Um presente que ele comemora sobretudo pensando na memória de um país que ainda produz pouca dramaturgia: “É muito legal que a gente eternize um roteiro em formato de roteiro, que ele se perpetue. Para que outras escolas possam ler com os alunos, readaptar e trabalhar o teatro para além do conto de fadas. Não é dizer é o que o Leão faz. É dizer que o Leão está fazendo isso e você precisa interpretar desta forma. Tirar da narração em terceira pessoa é uma coisa muito poderosa”.
Há, portanto, uma infinidade de cenários e contextos nos quais a história original pode ser aproveitada. Em parte, com as mesmas lições.
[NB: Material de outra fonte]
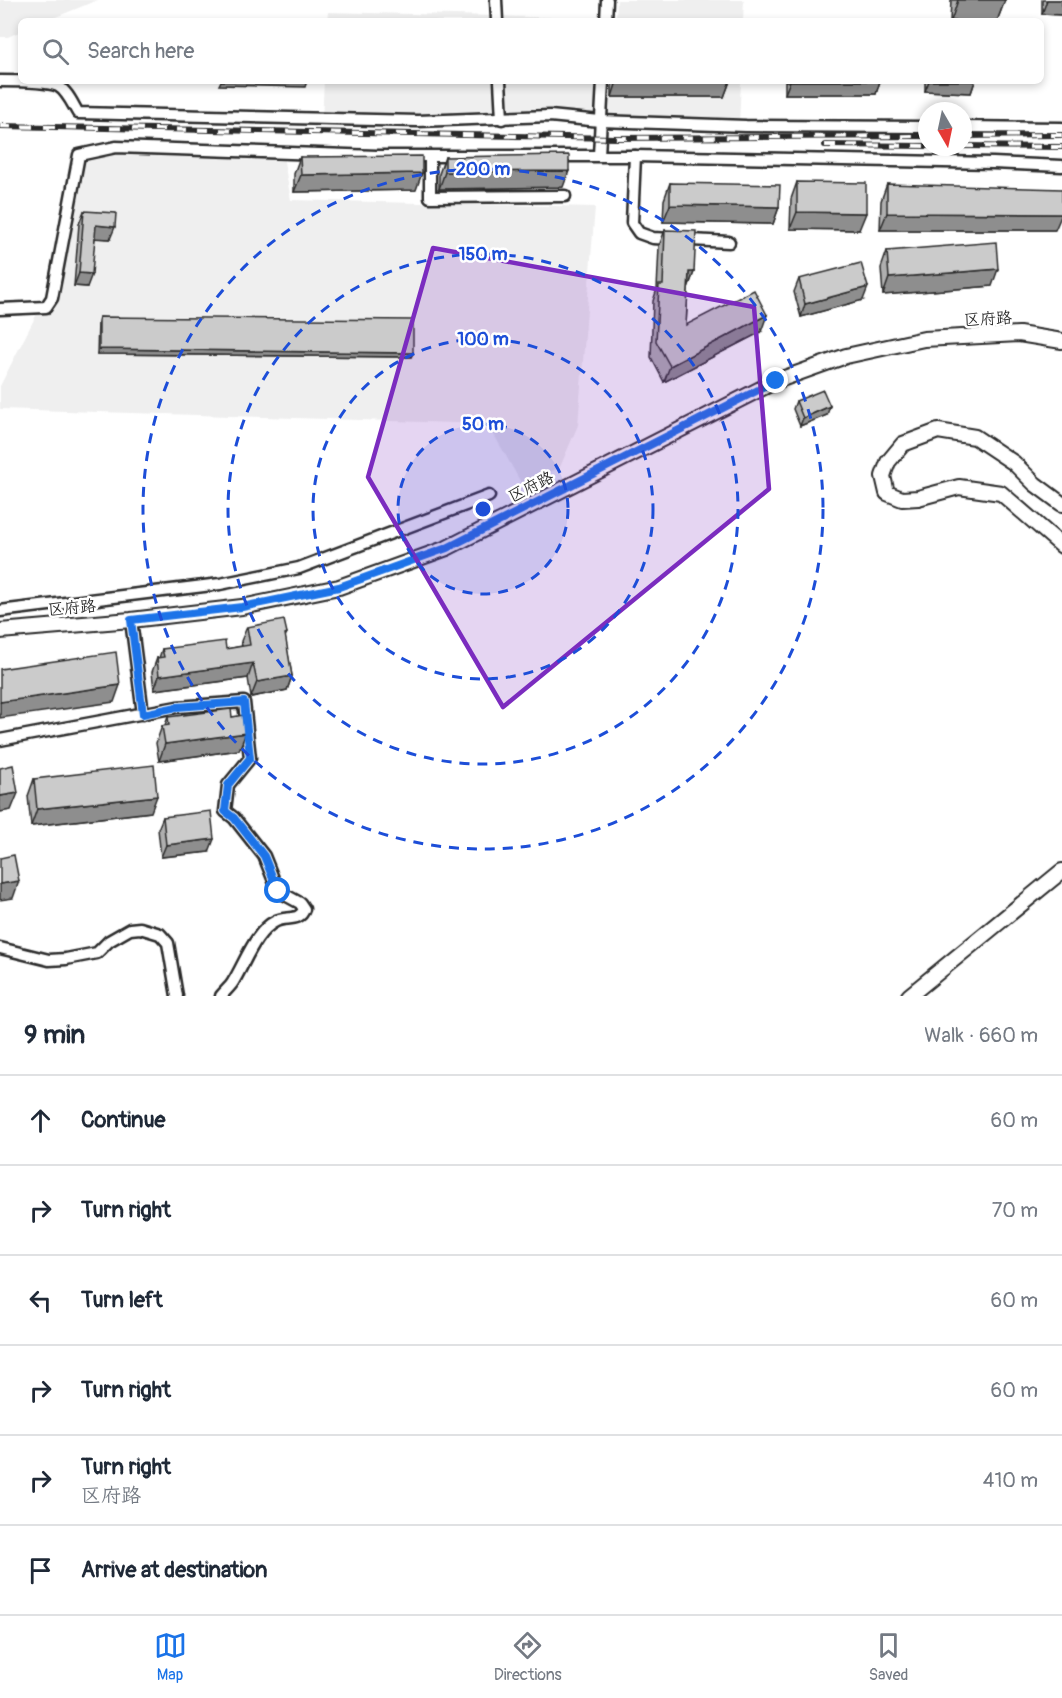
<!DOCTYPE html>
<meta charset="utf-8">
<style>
body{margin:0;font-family:Pangolin,"LXGW WenKai TC",sans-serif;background:#f6f6f7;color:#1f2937}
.compass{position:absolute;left:918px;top:102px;width:54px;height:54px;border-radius:50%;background:#fff;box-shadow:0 3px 9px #0003;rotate:171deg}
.stop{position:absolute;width:18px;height:18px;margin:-14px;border:4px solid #1a73e8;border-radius:50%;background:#fff}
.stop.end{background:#1a73e8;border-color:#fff;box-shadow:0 2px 6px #0008}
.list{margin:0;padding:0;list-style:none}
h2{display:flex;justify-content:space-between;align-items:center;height:78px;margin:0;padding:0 24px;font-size:26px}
h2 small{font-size:20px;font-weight:400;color:#747a83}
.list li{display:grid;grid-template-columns:39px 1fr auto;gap:18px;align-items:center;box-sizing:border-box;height:90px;padding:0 24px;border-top:2px solid #e0e1e3}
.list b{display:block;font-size:22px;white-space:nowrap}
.list p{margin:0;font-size:20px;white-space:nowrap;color:#747a83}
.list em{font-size:20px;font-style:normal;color:#747a83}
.icon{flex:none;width:33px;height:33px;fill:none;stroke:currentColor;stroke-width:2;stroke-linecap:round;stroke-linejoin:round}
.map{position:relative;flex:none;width:1062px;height:996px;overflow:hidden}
.search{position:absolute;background:#fff;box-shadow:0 3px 9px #0003;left:18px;right:18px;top:18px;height:66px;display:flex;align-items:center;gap:15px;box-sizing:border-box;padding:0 21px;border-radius:9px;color:#747a83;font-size:22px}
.sheet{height:618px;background:#fff}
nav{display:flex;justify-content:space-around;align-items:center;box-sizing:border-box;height:84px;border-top:2px solid #e0e1e3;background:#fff;font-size:16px;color:#747a83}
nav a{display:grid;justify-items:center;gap:3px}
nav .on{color:#1a73e8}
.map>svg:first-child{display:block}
.built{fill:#efefef}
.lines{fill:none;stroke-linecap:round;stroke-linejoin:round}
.minor-casing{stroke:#2b2b2b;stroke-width:15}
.major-casing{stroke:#2b2b2b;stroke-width:18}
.minor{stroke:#fff;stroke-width:10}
.major{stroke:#fff;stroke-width:14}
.rail-casing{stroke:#2b2b2b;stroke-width:6}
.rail{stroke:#fff;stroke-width:4;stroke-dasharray:11;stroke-linecap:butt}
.wall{fill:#afafaf;stroke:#2b2b2b;stroke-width:1.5}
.shaded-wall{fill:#8e8e8e;stroke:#2b2b2b;stroke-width:1.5}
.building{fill:#cbcbcb;stroke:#2b2b2b;stroke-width:1.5}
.route{stroke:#1a73e8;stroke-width:8}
.marked{fill:#7b2cbf;fill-opacity:0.2;stroke:#7b2cbf;stroke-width:4.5;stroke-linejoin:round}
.ring{fill:none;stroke:#1d4ed8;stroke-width:3;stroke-dasharray:10 8}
.labels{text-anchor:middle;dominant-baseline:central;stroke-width:5;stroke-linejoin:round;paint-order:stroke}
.street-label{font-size:16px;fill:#2b2b2b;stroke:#fff}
.centre{fill:#1d4ed8;stroke:#fff;stroke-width:3}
.ring-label{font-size:18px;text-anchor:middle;font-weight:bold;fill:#1d4ed8;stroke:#fff;stroke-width:5;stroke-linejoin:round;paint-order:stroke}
</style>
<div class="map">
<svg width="1062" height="996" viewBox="0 0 1062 996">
<rect width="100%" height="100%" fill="#fff"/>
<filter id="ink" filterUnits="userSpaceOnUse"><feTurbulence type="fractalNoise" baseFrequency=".0167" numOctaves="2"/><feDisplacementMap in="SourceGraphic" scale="12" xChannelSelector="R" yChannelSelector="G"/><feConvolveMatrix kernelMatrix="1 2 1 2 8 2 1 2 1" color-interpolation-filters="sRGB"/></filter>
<g filter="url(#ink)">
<!-- built -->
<g class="built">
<path d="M0,0H98L46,21H21V31L8,37H0Z"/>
<path d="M617,0H744L743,21H327L328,12L616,19Z"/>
<path d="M324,81H741L739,126L322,120Z"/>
<path d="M71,152L283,156L291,200L595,207L578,425L560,467L523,486L488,424L0,409V386L48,292Z"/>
</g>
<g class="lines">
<!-- minor casing -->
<g class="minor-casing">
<g id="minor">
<path d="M496,0L497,21"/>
<path d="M606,21L607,0"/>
<path d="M0,81C13,81 47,81 58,86C67,91 73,105 78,113L418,121L550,116L600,121L746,126L927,127"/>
<path d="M500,81L502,119"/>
<path d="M963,127L1062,128"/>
<path d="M599,155L603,81"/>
<path d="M430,156V197L565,196"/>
<path d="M635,156L632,223L639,233L653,238L729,242"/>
<path d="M0,309L46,307L52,298L79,155L116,147L377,156H635L993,163L1062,166"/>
<path d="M0,611L220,584L299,568L489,496"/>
<path d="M131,620L143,714"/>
<path d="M0,740L177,707L244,702L250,758L228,785L225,811L234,818L264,856L278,891L300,903L304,909C300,922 286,916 276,921C255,931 245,963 233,982C230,987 225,991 221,996"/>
<path d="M0,948L49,960L66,959L97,953L109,941L130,929L140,928L160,934L168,943L177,996"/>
</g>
</g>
<!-- major casing -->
<g class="major-casing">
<g id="major">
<path d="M1062,504L1035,484L1014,463L975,437L938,431L903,444L888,462L883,476L887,493L902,499L918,498L959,487L1001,493L1062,546"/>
<path d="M0,631L131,620L242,607L339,587L447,548L776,381L846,356L924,339L1019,334L1062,341"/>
<path d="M909,996L1062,871"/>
</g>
</g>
<!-- minor -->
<use href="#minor" class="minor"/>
<!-- major -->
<use href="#major" class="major"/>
<!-- rail casing -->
<g class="rail-casing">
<g id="rail">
<path d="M0,126L616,138L927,136"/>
<path d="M963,136L1062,135"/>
<path d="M825,145L927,146"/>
<path d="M963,146L1062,147"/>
</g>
</g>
<!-- rail -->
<use href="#rail" class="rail"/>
</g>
<!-- wall -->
<g class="wall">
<path d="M951,0H1005L997,21H950Z"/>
<path d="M1042,0H1062V15L1042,14Z"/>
<path d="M612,81H730L724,97H612Z"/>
<path d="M785,81H880L876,94H785Z"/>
<path d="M925,81H975L971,93L925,91Z"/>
<path d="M300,157L416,190L294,192V174Z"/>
<path d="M445,157L563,187L439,189V174Z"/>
<path d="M797,182L859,230L790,229L791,199Z"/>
<path d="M670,183L779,207L773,224L663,222L664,200Z"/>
<path d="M887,184L1055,230H880L881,201Z"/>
<path d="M84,211L110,239L95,238L87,287L74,286L79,224Z"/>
<path d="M665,230L694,272L688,288L686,325L761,332L664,382L651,357L653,301L657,289L659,246Z"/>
<path d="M887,251L992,286L883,295L881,268Z"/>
<path d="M799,279L863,300L801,317L794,292Z"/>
<path d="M99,317L413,353L411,357L97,354L98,321Z"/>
<path d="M796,401L827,415L800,426L793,409Z"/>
<path d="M247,627L287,633L285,637L292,676L287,690L251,697L248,678L154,690L152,672L157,658H159L162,649H226L242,646L241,641Z"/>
<path d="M168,717H232L246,733L239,750L159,761L156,743L162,726L165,725Z"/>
<path d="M34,779L151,812L31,826L28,796Z"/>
<path d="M163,817L209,852L161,857L158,829Z"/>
</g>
<!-- shaded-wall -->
<g class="shaded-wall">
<path d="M958,0H1005L997,21H951Z"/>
<path d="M1047,0H1062V15L1042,14Z"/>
<path d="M221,81H307L305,87L219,85Z"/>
<path d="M617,81H730L724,97H612Z"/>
<path d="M790,81H880L876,94H785Z"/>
<path d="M929,81H975L971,93L925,91Z"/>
<path d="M569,171L563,187L439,189L445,172Z"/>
<path d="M422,173L416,190L294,192L301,175Z"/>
<path d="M670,205L779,207L773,224L663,222Z"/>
<path d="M797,212L866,213L859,230L790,229Z"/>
<path d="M887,213L1062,214L1055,230H880Z"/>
<path d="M96,225L115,227L110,239L91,238Z"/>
<path d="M998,269L992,286L883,295L889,278Z"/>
<path d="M689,272H694L688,288Z"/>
<path d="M79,273L92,274L87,287L74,286Z"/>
<path d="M868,287L863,300L801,317L805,304Z"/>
<path d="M767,315L761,332L664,382L670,366Z"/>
<path d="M99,349L413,353L411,357L97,354Z"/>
<path d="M830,406L827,415L800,426L803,418Z"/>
<path d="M253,663L248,678L154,690L159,676Z"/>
<path d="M292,676L287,690L251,697L257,682Z"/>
<path d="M120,685L114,702L0,718V702Z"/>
<path d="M246,733L239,750L159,761L165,744Z"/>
<path d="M18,793L11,810L0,812V796Z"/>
<path d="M157,796L151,812L31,826L37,809Z"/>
<path d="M214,839L209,852L161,857L166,845Z"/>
<path d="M19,881L13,898L0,900V884Z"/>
</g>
<!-- building -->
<g class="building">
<path d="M569,155V171L445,172V157Z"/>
<path d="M422,156V173L301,175L300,157Z"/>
<path d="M797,182L866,183V213L797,212Z"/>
<path d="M670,183L780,185L779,207L670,205Z"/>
<path d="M887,184L1062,189V214L887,213Z"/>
<path d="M84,211L116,213L115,227L96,225L92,274L79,273Z"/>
<path d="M665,230L696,231L694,272H689L686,325L754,290L767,315L670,366L656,341L659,285H663Z"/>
<path d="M996,242L998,269L889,278L887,251Z"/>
<path d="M861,263L868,287L805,304L799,279Z"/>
<path d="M99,317L413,320V353L99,349Z"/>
<path d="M823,390L830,406L803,418L796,401Z"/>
<path d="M284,620L287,633L285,634L292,676L257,682L253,663L159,676L157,658L164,657L162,649L225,641L226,649L250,645L247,627Z"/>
<path d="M116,652L120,685L0,702V669Z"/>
<path d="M231,709L232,717L243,715L246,733L165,744L162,726L169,725L168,717Z"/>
<path d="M13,765L18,793L0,796V768Z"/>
<path d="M154,765L157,796L37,809L34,779Z"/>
<path d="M211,811L214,839L166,845L163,817Z"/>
<path d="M14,855L19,881L0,884V858Z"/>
</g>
</g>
<g class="lines" filter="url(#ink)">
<!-- route -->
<path class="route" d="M278,891L264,856L234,818L225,811L228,785L250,758L244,702L177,707L143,714L131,620L242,607L339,587L447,548L776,381"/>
</g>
<!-- marked area -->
<path class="marked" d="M433,248L754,307L769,489L503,707L368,477Z"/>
<!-- distance rings -->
<circle cx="483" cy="509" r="85" fill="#1d4ed8" fill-opacity=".12"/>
<g class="ring">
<circle cx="483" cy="509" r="85"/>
<circle cx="483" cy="509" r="170"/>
<circle cx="483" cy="509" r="255"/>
<circle cx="483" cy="509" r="340"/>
</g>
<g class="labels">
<!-- street labels -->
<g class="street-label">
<text transform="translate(988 319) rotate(-3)">区府路</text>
<text transform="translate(531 487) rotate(-27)">区府路</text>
<text transform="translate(72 608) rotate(-5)">区府路</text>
</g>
</g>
<circle cx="483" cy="509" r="9" class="centre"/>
<g class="ring-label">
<text x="483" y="175">200 m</text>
<text x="483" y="260">150 m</text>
<text x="483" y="345">100 m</text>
<text x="483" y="430">50 m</text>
</g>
</svg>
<svg class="compass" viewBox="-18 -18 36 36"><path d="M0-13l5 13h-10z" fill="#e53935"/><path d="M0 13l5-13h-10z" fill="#747a83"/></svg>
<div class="stop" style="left:278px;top:891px"></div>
<div class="stop end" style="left:776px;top:381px"></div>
<div class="search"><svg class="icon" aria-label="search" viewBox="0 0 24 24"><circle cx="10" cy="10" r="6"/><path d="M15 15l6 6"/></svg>Search here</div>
</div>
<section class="sheet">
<h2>9 min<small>Walk · 660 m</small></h2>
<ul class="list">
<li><svg class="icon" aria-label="ahead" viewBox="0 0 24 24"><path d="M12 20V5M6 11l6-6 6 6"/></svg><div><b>Continue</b></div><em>60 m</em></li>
<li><svg class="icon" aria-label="right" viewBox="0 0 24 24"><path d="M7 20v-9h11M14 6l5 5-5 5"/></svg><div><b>Turn right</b></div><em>70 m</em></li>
<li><svg class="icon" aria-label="left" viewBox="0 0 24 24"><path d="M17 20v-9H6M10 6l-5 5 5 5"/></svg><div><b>Turn left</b></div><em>60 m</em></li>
<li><svg class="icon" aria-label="right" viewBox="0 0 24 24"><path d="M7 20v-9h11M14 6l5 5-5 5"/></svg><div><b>Turn right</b></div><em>60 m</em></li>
<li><svg class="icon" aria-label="right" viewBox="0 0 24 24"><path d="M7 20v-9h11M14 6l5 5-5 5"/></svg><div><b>Turn right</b><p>区府路</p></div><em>410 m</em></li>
<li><svg class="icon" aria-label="arrive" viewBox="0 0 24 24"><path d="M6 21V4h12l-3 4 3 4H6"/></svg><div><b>Arrive at destination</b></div></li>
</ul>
</section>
<nav>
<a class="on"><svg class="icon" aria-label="map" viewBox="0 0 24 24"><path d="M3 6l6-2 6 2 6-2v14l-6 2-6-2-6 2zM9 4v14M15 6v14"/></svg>Map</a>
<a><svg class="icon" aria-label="directions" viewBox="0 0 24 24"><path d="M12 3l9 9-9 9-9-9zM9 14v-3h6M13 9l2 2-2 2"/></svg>Directions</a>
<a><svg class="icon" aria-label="saved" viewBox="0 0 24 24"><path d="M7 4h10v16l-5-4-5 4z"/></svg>Saved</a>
</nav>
Ao mesmo tempo, observando como uma mesma narrativa pode ser contada e recontada de formas diferentes e com um impacto que jamais será o mesmo em dois lugares distintos. É assim, afinal de contas, que o autor pretende que a sua obra seja recebida: “’O Mágico di Ó’ ensina que não há lugar como o nosso lar. Mas isso vindo da boca de uma menina que vive em um ambiente familiar estável no Kansas é uma coisa. Outra coisa é ouvir isso de uma menina que é obrigada a deixar a sua terra por causa de questões sociais. Fazer com que ela acredite que esse é o melhor lugar do mundo provoca uma reflexão muito grande”.